(What you are asked to do):
Scan the data below for lines holding the word "middle", and copy each line found.

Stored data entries
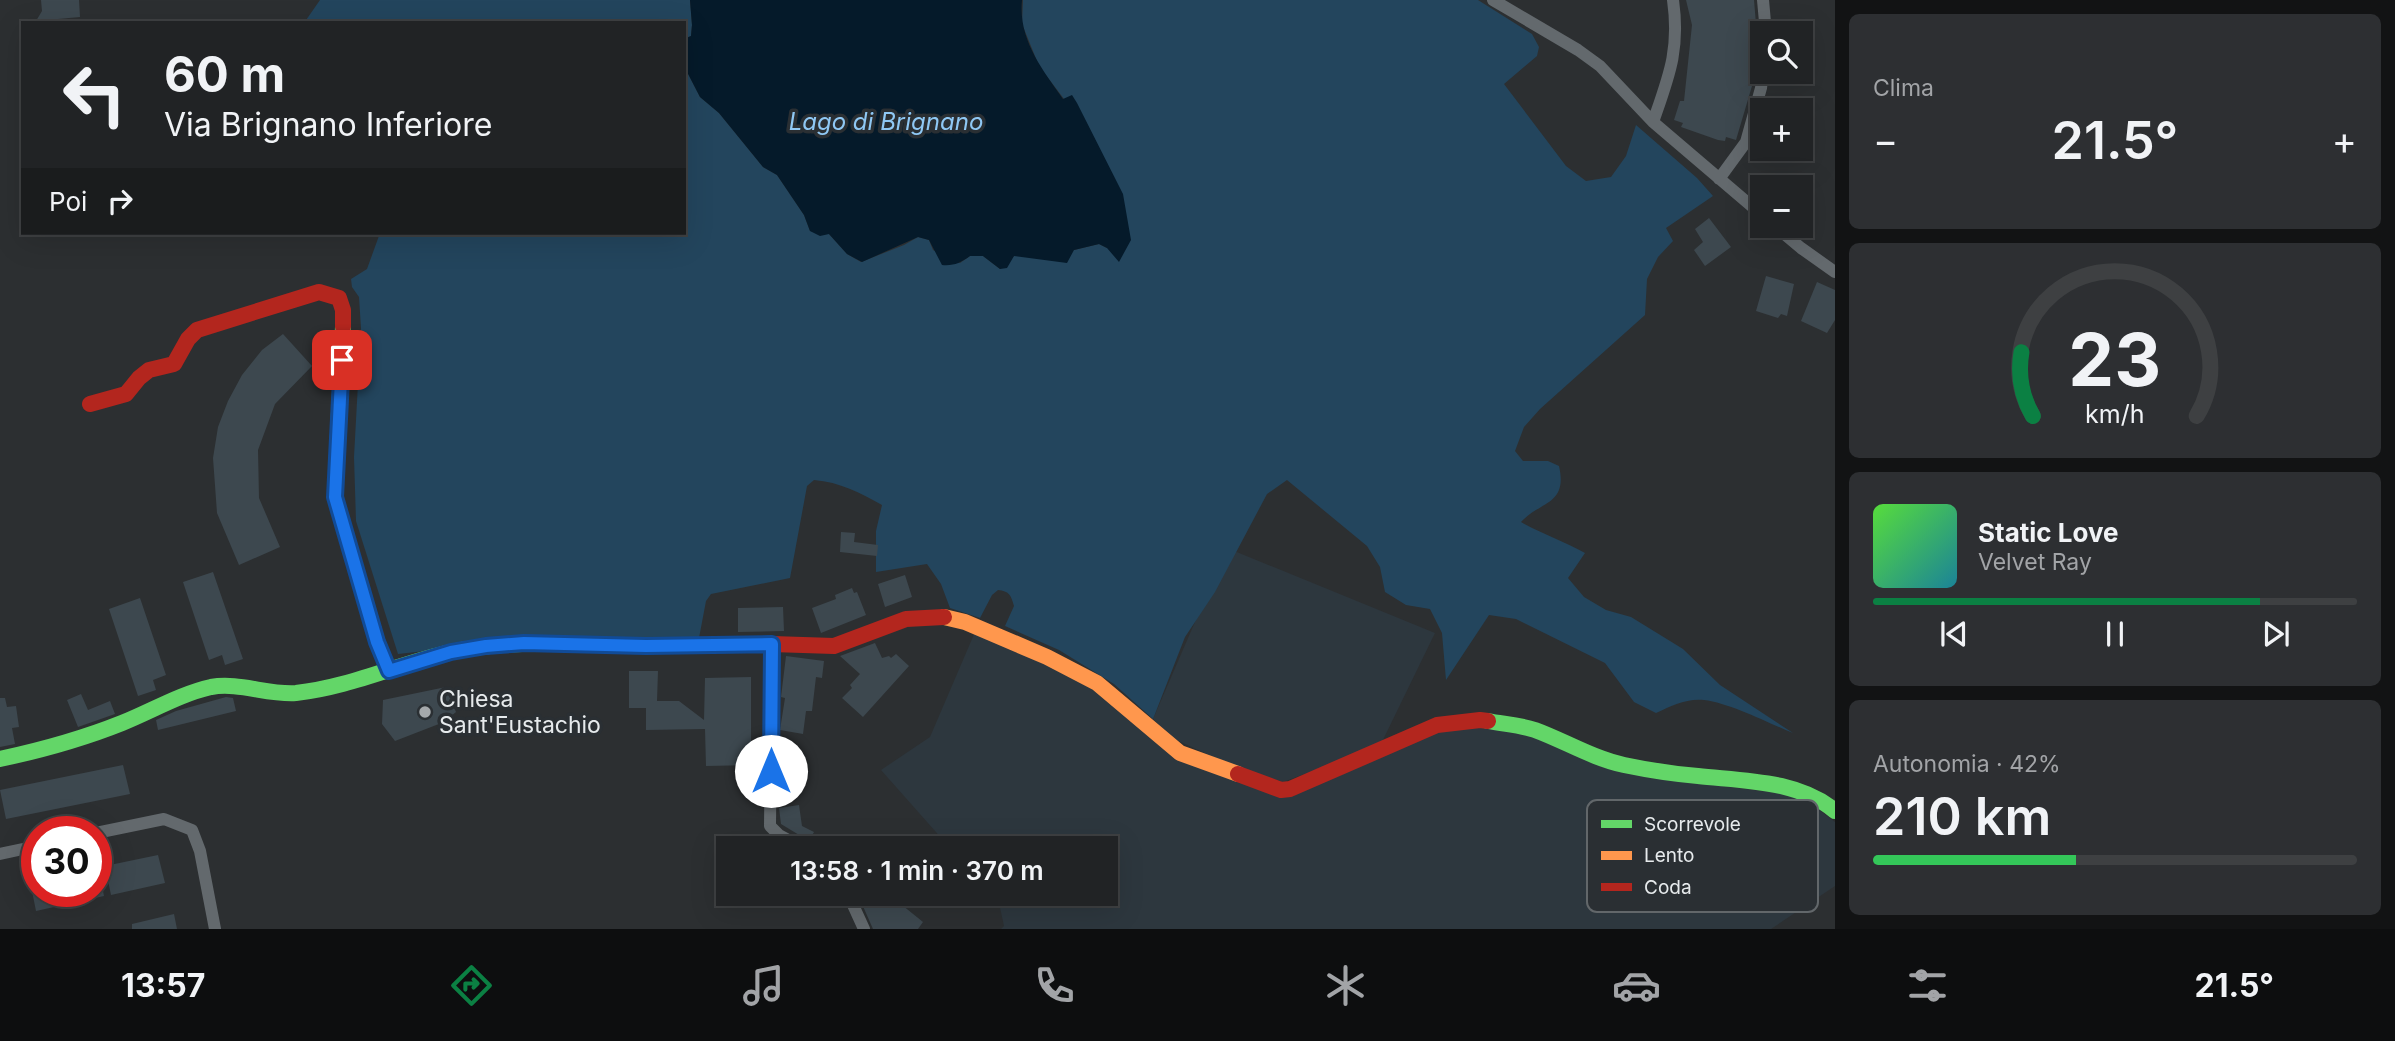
<!DOCTYPE html>
<html lang="it">
<meta charset="utf-8">
<style>
:root{--surface:#212325;--page:#2d2f32;--text:#f1f3f6;--muted:#a2a4a7;--line:#3e4042;--accent:#0b8043}
body{margin:0;font-family:Inter,sans-serif;background:var(--page);color:var(--text);height:100vh;display:flex;flex-direction:column;font-size:26px;white-space:nowrap}
*{box-sizing:border-box;margin:0}
p{font-size:23px;color:var(--muted)}
.icon{flex:none;width:38px;height:38px;fill:none;stroke:currentColor;stroke-width:2;stroke-linecap:round;stroke-linejoin:round}
.map{position:relative;flex:1;overflow:hidden}
.sheet{display:flex;flex-direction:column;gap:14px;padding:14px;background:#121314;width:560px}
.sheet>*{flex:none}
.guide{position:absolute;left:21px;top:21px;width:665px;height:214px;border-radius:0px;box-shadow:0 7px 28px #0002,0 0 0 2px var(--line);background:#212325;color:var(--text);overflow:hidden}
.buttons{position:absolute;left:1750px;top:21px;display:grid;gap:14px}
.buttons a{display:grid;place-items:center;width:63px;height:63px;border-radius:0px;background:var(--surface);box-shadow:0 7px 28px #0002,0 0 0 2px var(--line);font-size:35px}
.speed{position:absolute;left:21px;top:816px;display:flex;gap:14px;font-size:35px;font-weight:700;text-align:center}
.speed>*{display:grid;place-content:center;width:91px;height:91px;border-radius:50%;background:var(--surface);box-shadow:0 7px 28px #0002,0 0 0 2px var(--line);line-height:1}
.speed .limit{border:10px solid #d22;background:#fff;color:#111}
.pin{position:absolute;display:grid;place-items:center;width:60px;height:60px;color:#fff;margin:-30px;border-radius:14px;box-shadow:0 4px 10px #0006}
.me{position:absolute;width:77px;margin:-38px;rotate:0deg;stroke-linejoin:round;filter:drop-shadow(0 0 5px #0008)}
.turn{display:flex;align-items:center;gap:24px;height:147px;padding:0 28px;font-size:32px}
.turn .icon{width:91px;height:91px;stroke-width:2.5}
.turn b{display:block;font-size:49px;line-height:60px}
.then{display:flex;align-items:center;height:66px;padding:0 28px;background:#0003;gap:14px;font-size:26px}
.big{font-size:52px;font-weight:600;line-height:1.1}
.sheet .tile{flex:1;display:flex;flex-direction:column;justify-content:center;gap:10px;min-width:0;padding:0 24px;border-radius:10px;background:var(--page)}
.sheet .dial{align-items:center;gap:0}
.dial svg{height:182px;overflow:visible;fill:none;stroke:var(--line);stroke-width:7;stroke-linecap:round;text-anchor:middle}
.dial text{fill:var(--text);stroke:none}
.song{display:flex;align-items:center;gap:21px}
.cover{width:84px;height:84px;border-radius:10px;background:linear-gradient(135deg,hsl(110 70% 55%),hsl(190 70% 35%))}
.played{height:7px;border-radius:4px;background:linear-gradient(90deg,var(--accent) 80%,var(--line) 80%)}
.keys{display:flex;justify-content:space-around;direction:ltr}
.heat{display:flex;justify-content:space-between;align-items:center;font-size:38px;direction:ltr}
.charge{height:10px;border-radius:5px;background:linear-gradient(90deg,#34c759 42%,var(--line) 0)}
.trip{position:absolute;left:716px;top:836px;width:402px;height:70px;border-radius:0px;background:var(--surface);box-shadow:0 7px 28px #0002,0 0 0 2px var(--line);font-weight:600;line-height:70px;text-align:center}
.menu{display:flex;height:112px;justify-content:space-around;align-items:center;background:#0d0e0f;color:var(--muted)}
.menu .icon{width:49px;height:49px}
.menu .active{color:var(--accent)}
.menu b{font-size:32px;color:var(--text)}
main{display:flex;flex:1;min-height:0}
.map>svg:first-child{display:block}
</style>
<main>
<div class="map">
<svg width="1835" height="929" viewBox="0 0 1835 929">
<rect width="100%" height="100%" fill="#2c2f31"/>
<!-- built -->
<path fill="#2d373e" d="M1227,548L1435,633L1380,746L1283,782L1231,765L1172,738L1153,719Z
M975,632L1098,689L1175,753L1284,795L1429,733L1474,726L1524,732L1722,786L1801,796L1835,822V886L1771,929H1001L1004,926L999,903L991,894H1106V849H951L881,770L930,737Z"/>
<!-- green -->
<path fill="#23455d" d="M320,0H690L692,25L691,36L684,39V23H304Z
M1023,0H1478L1532,34L1539,47L1537,56L1504,84L1566,166L1586,181L1611,177L1626,156L1636,125L1697,178L1713,196L1666,228L1673,241L1658,257L1647,279L1645,315L1540,409L1524,427L1515,451L1523,461H1548L1559,466C1568,505 1540,501 1521,522C1542,534 1564,541 1585,553L1568,578L1584,597L1606,610L1631,617L1683,649L1720,685L1793,733C1768,723 1730,703 1704,700C1687,698 1671,706 1656,713L1634,702L1605,663L1516,619L1489,615L1446,680L1442,633L1430,609L1406,605L1385,592L1380,567L1367,546L1287,480L1267,494L1215,592L1185,637L1153,719L1114,684L1059,650L1005,626L1014,606C1011,595 1009,591 998,590L992,595L980,618L950,608L941,584L927,564L876,572V531L882,505C860,493 840,482 814,480L807,486L790,578L711,594L706,601L699,638L488,644L398,654L356,521L354,457L361,328L359,297L352,287L351,279L367,269L380,233H684V66L700,97L719,113L763,167L777,175L804,215L810,231L829,234L847,254L861,262L904,245L918,237L929,240L933,250L960,263L970,256H983L1000,269L1014,256L1074,250L1099,244L1107,248L1122,194L1086,122L1064,99L1039,66L1022,24Z"/>
<!-- water -->
<path fill="#051a2a" d="M690,0H1022C1018,39 1042,69 1063,99L1072,95L1077,103L1123,194L1131,240L1119,262L1107,248L1099,244L1074,250L1067,263L1014,256L1007,268L1000,269L983,256H970C960,263 954,266 942,265L929,240L918,237L862,262L847,254L829,234L820,236L810,231L804,215L777,175L763,167L719,113L700,97L684,66V39L691,36L692,25Z"/>
<!-- building -->
<path fill="#3d484f" d="M41,0H79L80,17L36,21L42,11Z
M1686,0H1754L1758,48L1755,69L1752,86L1736,140L1726,137L1725,141L1718,140L1681,127L1683,123L1674,120L1680,101H1684L1692,25Z
M1709,218L1731,247L1705,266L1694,250L1703,242L1695,229Z
M1766,276L1794,284L1787,316L1781,314L1778,318L1756,311Z
M1817,282L1835,290V320L1827,333L1801,321Z
M283,334L312,366L275,404L258,450L259,498L280,547L239,565L217,513L213,458L218,427L228,401L242,375L262,350Z
M841,532L855,533L854,542L878,545L877,556L840,552Z
M213,572L243,659L225,665L222,655L209,660L183,582Z
M905,575L912,597L885,607L878,584Z
M852,588L854,593L857,592L866,615L821,633L812,608L836,599L835,595Z
M140,598L166,675L153,680L156,690L138,696L109,609Z
M783,607L784,631L738,632V608Z
M875,643L882,658L889,656L891,658L896,654L909,666L863,717L842,698L852,688L850,685L860,674L840,656Z
M786,656L824,661L822,678L816,677L812,711H806L803,734L780,730L785,698L781,697Z
M629,671H658L657,701H679L704,720L705,678L751,677V743L755,747V765L706,766L705,729L646,730V708H629Z
M446,687L456,712L444,722L395,741L382,724L383,700Z
M81,694L88,710L110,701L115,714L78,727L67,700Z
M226,697L233,698L236,711L158,730L156,720L176,711Z
M0,698H5L7,707L16,706L19,727L12,728L15,744L0,747Z
M123,765L130,794L6,819L0,790Z
M799,805L802,826L814,832L809,841L781,824L779,808Z
M158,855L165,883L111,895L105,866Z
M32,891H103L104,896L36,911Z
M858,894H902L897,901L923,922L918,929H873L862,904L865,902Z
M174,914L177,929H132V924Z"/>
<g fill="none" stroke-linecap="round" stroke-linejoin="round">
<!-- street -->
<path stroke="#63696d" stroke-width="12" d="M1493,0L1578,50L1600,66L1653,122L1762,215
M1763,0L1766,33
M1653,122C1669,76 1680,50 1673,0
M1719,179L1746,142L1761,88L1763,72
M1775,226L1801,248L1835,272
M772,644L770,826L779,835L805,849
M96,833L164,819L192,830L200,851L215,929
M0,854L37,846
M848,894L864,929"/>
<!-- fast -->
<path stroke="#63d668" stroke-width="16" d="M343,327L335,497L377,641L389,671
M1488,721C1503,724 1520,725 1535,730C1565,741 1592,758 1624,765C1648,770 1673,774 1698,776C1744,781 1798,780 1835,811
M0,759C42,750 82,739 122,723C152,711 180,694 211,687C239,682 268,695 296,693C350,687 398,664 451,652C519,637 589,647 658,646"/>
<!-- slow -->
<path stroke="#ff974d" stroke-width="16" d="M944,617L965,622L1047,657L1097,683L1180,753L1238,774"/>
<!-- jam -->
<path stroke="#b3261e" stroke-width="16" d="M90,404L126,394L139,378L149,370L174,364L188,339L197,330L319,292L339,298L343,310V327
M658,646L772,644L834,646L906,619L944,617
M1238,774L1281,790L1290,789L1437,725L1480,720L1488,721"/>
</g>
<g fill="none" stroke-linecap="round" stroke-linejoin="round">
<defs>
<path id="route" d="M342,360L335,497L377,642L389,671L451,652L486,646L524,643L646,646L772,644L771,771"/>
</defs>
<!-- route casing -->
<use href="#route" stroke="#114b97" stroke-width="18"/>
<!-- route -->
<use href="#route" stroke="#1a73e8" stroke-width="12"/>
</g>
<!-- markers -->
<circle fill="#a5a9ab" stroke="#2a2f33" stroke-width="2.5" cx="425" cy="712" r="7"/>
<g text-anchor="middle" dominant-baseline="central" stroke-width="7" stroke-linejoin="round" paint-order="stroke">
<!-- poi labels -->
<g font-size="23" fill="#e6eaec" stroke="#2a2f33" text-anchor="start">
<text x="439" y="699">Chiesa<tspan x="439" dy="26">Sant'Eustachio</tspan></text>
</g>
<!-- water labels -->
<g font-size="24" font-style="italic" fill="#8fc8f4" stroke="#2a2f33">
<text x="886" y="121">Lago di Brignano</text>
</g>
</g>
<!-- legend -->
<rect x="1587" y="800" width="231" height="112" rx="10" fill="#2a2f33" stroke="#62676a" stroke-width="2"/>
<rect x="1601" y="820" width="31" height="8" fill="#63d668"/>
<rect x="1601" y="851" width="31" height="9" fill="#ff974d"/>
<rect x="1601" y="883" width="31" height="8" fill="#b3261e"/>
<g font-size="19" fill="#e6eaec">
<text x="1644" y="831">Scorrevole</text>
<text x="1644" y="862">Lento</text>
<text x="1644" y="894">Coda</text>
</g>
</svg>
<div class="buttons">
<a><svg class="icon" aria-label="search" viewBox="0 0 24 24"><circle cx="10" cy="10" r="6"/><path d="M15 15l6 6"/></svg></a>
<a>+</a>
<a>−</a>
</div>
<div class="speed"><div class="limit">30</div></div>
<div class="pin" style="left:342px;top:360px;background:#d93025"><svg class="icon" aria-label="arrive" viewBox="0 0 24 24"><path d="M6 21V4h12l-3 4 3 4H6"/></svg></div>
<svg class="me" style="left:771px;top:771px" viewBox="-20 -20 40 40"><circle r="19" fill="#fff"/><path d="M0-13L10 11 0 6-10 11z" fill="#1a73e8"/></svg>
<div class="trip">13:58 · 1 min · 370 m</div>
<div class="guide">
<div class="turn"><svg class="icon" aria-label="left" viewBox="0 0 24 24"><path d="M17 20v-9H6M10 6l-5 5 5 5"/></svg><div><b>60 m</b>Via Brignano Inferiore</div></div>
<div class="then">Poi<svg class="icon" aria-label="right" viewBox="0 0 24 24"><path d="M7 20v-9h11M14 6l5 5-5 5"/></svg></div>
</div>
</div>
<section class="sheet">
<div class="tile"><p>Clima</p>
<div class="heat"><a>−</a><b class="big">21.5°</b><a>+</a></div>
</div>
<div class="tile dial"><svg viewBox="0 0 100 80">
<path d="M14 69A42 42 0 1 1 86 69"/>
<path d="M14 69A42 42 0 0 1 9 41" stroke="#0b8043"/>
<text x="50" y="56" font-size="32" font-weight="700">23</text>
<text x="50" y="72" font-size="11">km/h</text>
</svg></div>
<div class="tile">
<div class="song"><i class="cover"></i><div><b>Static Love</b><p>Velvet Ray</p></div></div>
<div class="played"></div>
<div class="keys"><svg class="icon" aria-label="previous" viewBox="0 0 24 24"><path d="M18 5L8 12l10 7zM5 5v14"/></svg><svg class="icon" aria-label="pause" viewBox="0 0 24 24"><path d="M8 5v14M16 5v14"/></svg><svg class="icon" aria-label="next" viewBox="0 0 24 24"><path d="M6 5l10 7-10 7zM19 5v14"/></svg></div>
</div>
<div class="tile"><p>Autonomia · 42%</p><b class="big">210 km</b><div class="charge"></div></div>
</section>
</main>
<nav class="menu">
<b>13:57</b>
<svg class="icon active" aria-label="directions" viewBox="0 0 24 24"><path d="M12 3l9 9-9 9-9-9zM9 14v-3h6M13 9l2 2-2 2"/></svg>
<svg class="icon" aria-label="music" viewBox="0 0 24 24"><path d="M9 18V5l10-2v13"/><circle cx="6" cy="18" r="3"/><circle cx="16" cy="16" r="3"/></svg>
<svg class="icon" aria-label="phone" viewBox="0 0 24 24"><path d="M5 4h4l2 5-3 2q2 4 5 5l2-3 5 2v4C11 20 4 13 5 4z"/></svg>
<svg class="icon" aria-label="climate" viewBox="0 0 24 24"><path d="M12 3v18M4 7l16 10M4 17L20 7"/></svg>
<svg class="icon" aria-label="car" viewBox="0 0 24 24"><path d="M5 17H2v-5l4-1 3-4h7l3 4 3 1v5h-3M9 17h6M6 11h13"/><circle cx="7" cy="17" r="2"/><circle cx="17" cy="17" r="2"/></svg>
<svg class="icon" aria-label="filters" viewBox="0 0 24 24"><path d="M4 7h16M4 17h16"/><circle cx="9" cy="7" r="2"/><circle cx="15" cy="17" r="2"/></svg>
<b>21.5°</b>
</nav>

(Solution to the problem):
.dial svg{height:182px;overflow:visible;fill:none;stroke:var(--line);stroke-width:7;stroke-linecap:round;text-anchor:middle}
<g text-anchor="middle" dominant-baseline="central" stroke-width="7" stroke-linejoin="round" paint-order="stroke">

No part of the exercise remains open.